Adding filename and line number from multiple files to final file

bioinfo · April 17, 2013, 11:30am

Hi all,
I have 20 files (file001.txt upto file020.txt) and I want to read them from 3rd line upto end of file (line 1002). But in the final file they should appear to start from line 1.
I need following kind of output in a single file:
Filename Line number 2ndcolumn 4thcolumn

I was able to remove first 2 lines from each file (starting with #) and getting only 2nd and 4th column. Here is the code:

cat *.txt | awk '{print $2, $4} | sed "/#\/d" > out.txt

Please guide me.
Thanks

Don_Cragun · April 17, 2013, 11:49am

bioinfo:

Hi all,
I have 20 files (file001.txt upto file020.txt) and I want to read them from 3rd line upto end of file (line 1002).

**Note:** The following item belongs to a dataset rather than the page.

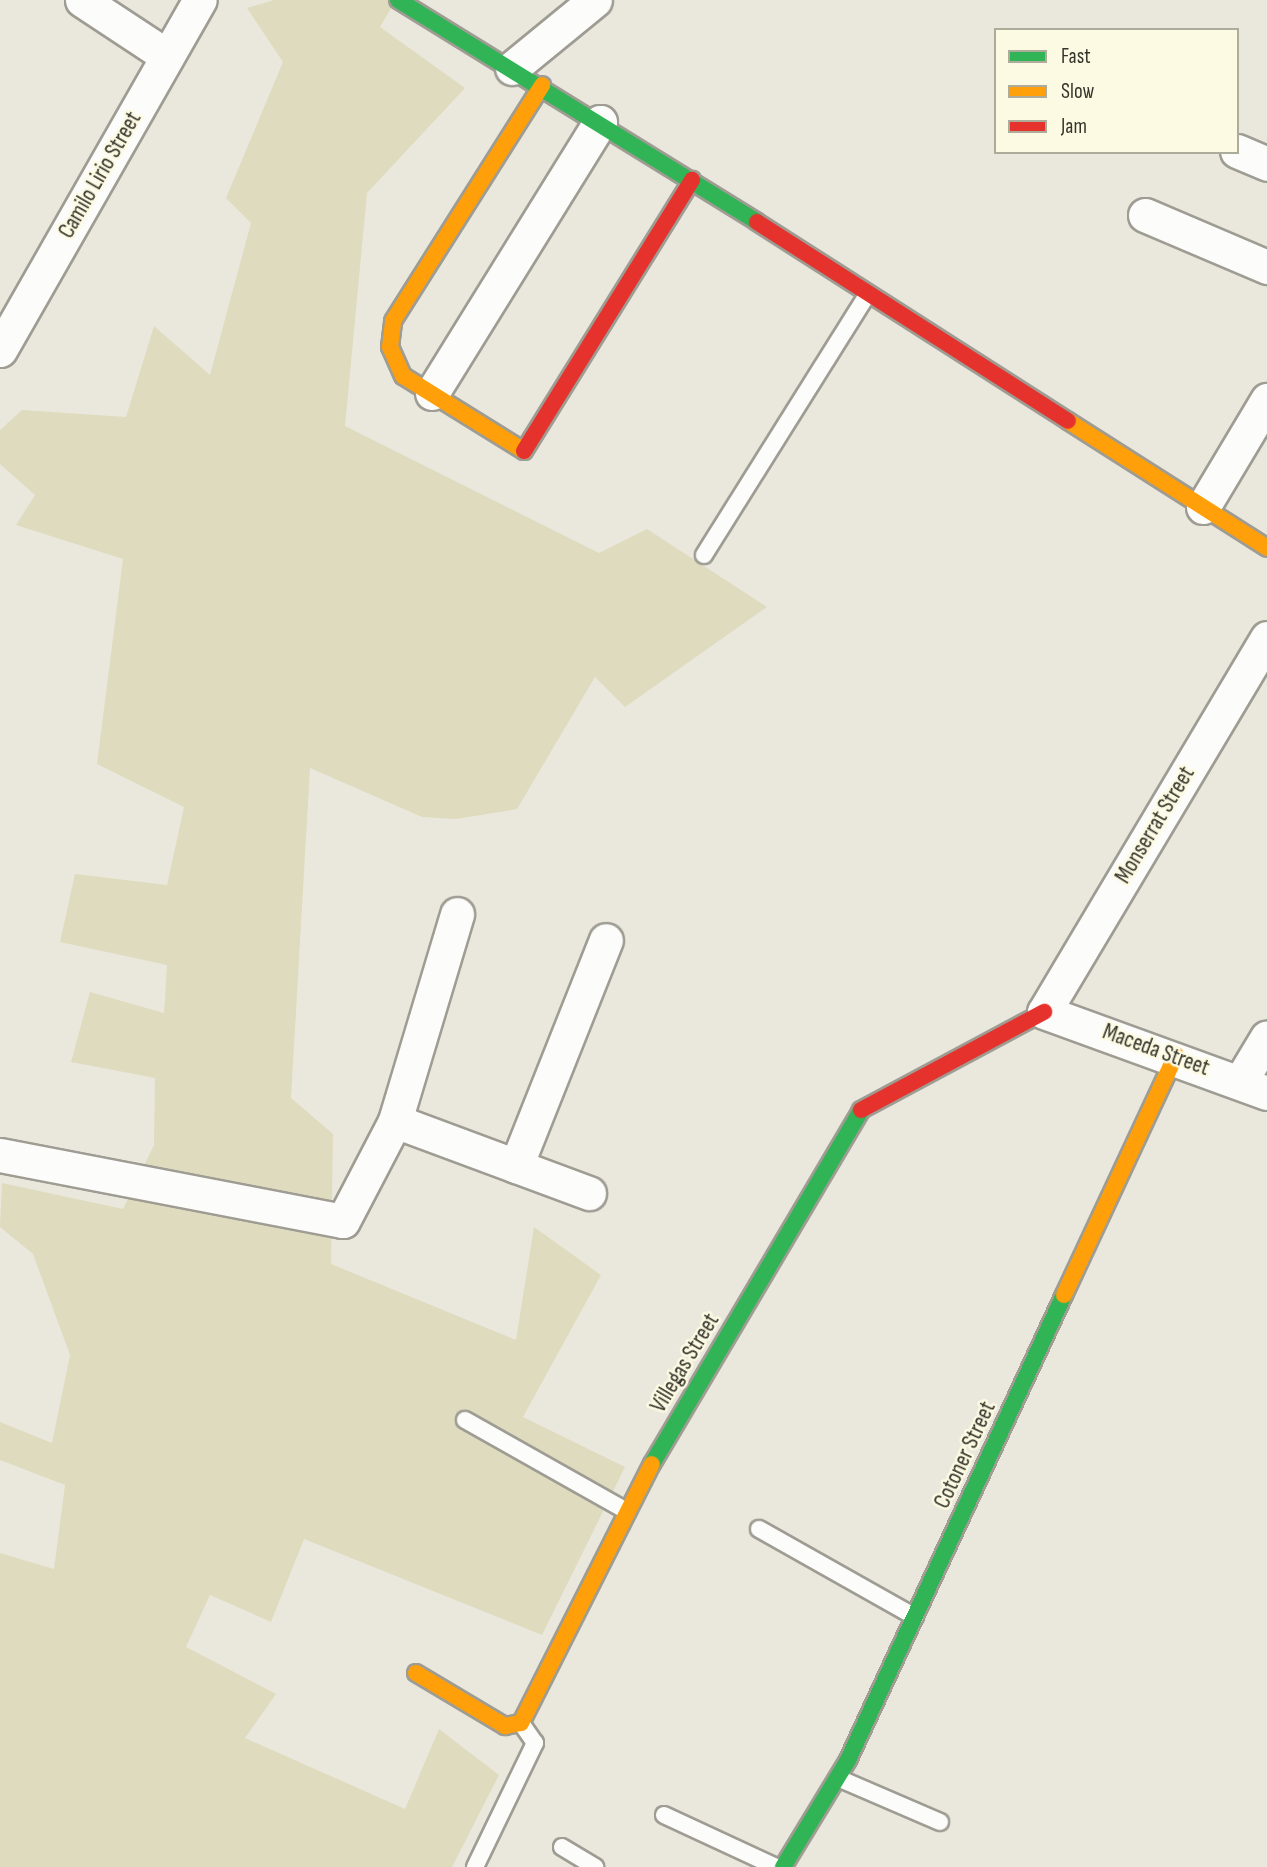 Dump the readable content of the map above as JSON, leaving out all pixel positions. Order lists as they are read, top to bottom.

But in the final file they should appear to start from line 1.
I need following kind of output in a single file:
Filename Line number 2ndcolumn 4thcolumn

I was able to remove first 2 lines from each file (starting with #) and getting only 2nd and 4th column. Here is the code:
cat *.txt | awk '{print $2, $4} | sed "/#\/d" > out.txt
Please guide me.
Thanks

If you don't show us sample output that matches what you say you want to have done, we can't figure out what you really want. You say you only want the 2nd and 4th columns, but your sample output file starts with:

1 1 23.01 119.00
1 2 56.00
.. ....
1 1000 -09.00 89.00

each of which has three or four columns.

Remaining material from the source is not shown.